Ghigno timido, sguardo in camera, parrucchino e cappotto poco adatto alle temperature polari del Nord Europa: è Frank Tagliano, mafioso newyorchese costretto a rifugiarsi nella cittadina di Lillehammer in Norvegia sotto un nome di copertura, l’improbabile Giovanni Henriksen. A interpretarlo un irriconoscibile Steve Van Zandt, ovvero Little Steven della E-Street Band di Springsteen che dopo la parte di Silvio Dante nei Soprano’s si sta ritagliando sempre più ruoli di attore. Lilyhammer – co produzione americana e norvegese – giunta già alla terza stagione, approda finalmente anche in Italia su Sky Atlantic che da stasera alle 22.10 lo proporrà anche ai telespettatori – anche se per una tv «pay». Una serie dai toni ironici – ma non sempre è così, che ammicca goduriosa districandosi tra commedia e i ripetuti scontri tra la «mob culture» mafiosa e l’integerrimo stile di vita nordico. Che tanto integerrimo non è, come dimostra Frank ’Johnny’, abile a scoprire subito vizi e perversioni dei «quieti» abitanti della cittadina utilizzandoli, attraverso i consueti vecchi metodi (ricatti, intimidazioni, truffe) pur di riuscire nell’intento di aprire il suo bar, the Flamingo, in mezzo ai fiordi. Si ride, e di gusto.
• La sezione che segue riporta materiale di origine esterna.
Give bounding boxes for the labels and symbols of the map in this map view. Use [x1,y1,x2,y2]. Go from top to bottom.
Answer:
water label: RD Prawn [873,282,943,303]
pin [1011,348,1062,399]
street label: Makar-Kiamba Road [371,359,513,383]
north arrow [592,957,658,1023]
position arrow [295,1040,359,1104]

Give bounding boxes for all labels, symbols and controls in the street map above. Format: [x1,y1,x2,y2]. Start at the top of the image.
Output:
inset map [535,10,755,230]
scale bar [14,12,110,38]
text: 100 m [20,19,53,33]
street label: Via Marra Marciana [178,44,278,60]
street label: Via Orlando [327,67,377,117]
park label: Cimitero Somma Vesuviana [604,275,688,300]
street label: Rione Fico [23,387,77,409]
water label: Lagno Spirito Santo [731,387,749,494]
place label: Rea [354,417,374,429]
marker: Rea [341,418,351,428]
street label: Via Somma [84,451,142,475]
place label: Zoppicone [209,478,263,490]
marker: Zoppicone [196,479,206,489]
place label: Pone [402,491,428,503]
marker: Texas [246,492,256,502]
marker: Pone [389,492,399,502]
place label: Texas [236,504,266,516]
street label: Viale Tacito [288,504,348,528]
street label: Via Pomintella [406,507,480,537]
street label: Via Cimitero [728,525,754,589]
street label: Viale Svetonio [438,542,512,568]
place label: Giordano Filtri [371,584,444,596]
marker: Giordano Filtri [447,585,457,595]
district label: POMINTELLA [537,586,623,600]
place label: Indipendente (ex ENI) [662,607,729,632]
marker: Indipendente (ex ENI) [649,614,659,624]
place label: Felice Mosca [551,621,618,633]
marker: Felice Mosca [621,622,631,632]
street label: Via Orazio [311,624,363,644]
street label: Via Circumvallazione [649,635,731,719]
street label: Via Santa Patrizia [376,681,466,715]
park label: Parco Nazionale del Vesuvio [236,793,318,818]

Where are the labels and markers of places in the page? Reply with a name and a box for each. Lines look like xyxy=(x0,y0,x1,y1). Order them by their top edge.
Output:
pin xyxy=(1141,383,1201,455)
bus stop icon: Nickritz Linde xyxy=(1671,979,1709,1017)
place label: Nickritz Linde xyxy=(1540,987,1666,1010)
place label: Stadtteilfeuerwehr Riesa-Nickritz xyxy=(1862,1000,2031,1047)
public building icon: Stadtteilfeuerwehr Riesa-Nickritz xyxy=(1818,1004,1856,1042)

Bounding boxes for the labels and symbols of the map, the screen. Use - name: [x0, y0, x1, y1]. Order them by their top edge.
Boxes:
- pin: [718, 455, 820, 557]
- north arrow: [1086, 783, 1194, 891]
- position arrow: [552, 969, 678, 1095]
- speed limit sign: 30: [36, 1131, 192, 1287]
Diverte la complicità con cui la serie ideata da Anne Bjornstad ed Eilkf Skodvin e prodotta da Netflix, evita la trappola dei luoghi comuni nei rapporti fra gli abitanti della cittadina di Lillehammer (che il protagonista storpia in LilyHammer, da qui il titolo), la cittadina norvegese che nel 1994 ospitò le olimpiadi invernali. Frank «The Fixer» Tagliano decide di accettare la copertura della polizia e la permanenza coatta nel gelido paesino nordico, pensando di trovare una sorta di paradiso in terra. Aprirà un locale ma lo «scontro» con la burocrazia lo troverà «costretto» a rispolverare i vecchi trucchi del mestiere. E la fiction vira quindi sul noir con manipolazioni estorsioni, ricatti. Insomma, una mafia story ambientata al nord, nella quale Steven ha coinvolto qualche compagno di viaggio, come Bruce Springsteen «guest star» nella terza stagione.

In questa produzione – di fatto la prima a vedere Netflix in prima linea tre anni fa nella creazione di un nuovo soggetto dopo anni di sola distribuzione, Steven Van Zandt – racconta – è rimasto coinvolto quasi casualmente: «Conduco da molto tempo uno show radiofonico dove spesso, molto spesso programmo band norvegesi che fanno rock’n’roll. Ho anche un’etichetta e mi trovavo a Bergen a produrre una band del posto quando mi hanno detto che Anne Bjornstad e Eilif Skodvin volevano incontrarmi per farmi una proposta. E ovviamente era la parte di Frank. In un primo momento non ne ero molto convinto perché per dieci anni ero stato Silvio Dante (ne i Soprano, ndr). Però poi ci ho riflettuto e mi sono detto che effettivamente era un’ottima idea, come ce ne sono poche. I miei agenti mi hanno sconsigliato: ’Come: esci dallo show più grande della storia televisiva, e te ne vai in Norvegia?’. Tutti a dirmi che sarebbe stata una pessima mossa per la mia carriera. Invece non appena ho cominciato a lavorare con il regista e gli sceneggiatori ho capito che stavamo andando nella direzione giusta. Sono molto orgoglioso di Lilyhammer…».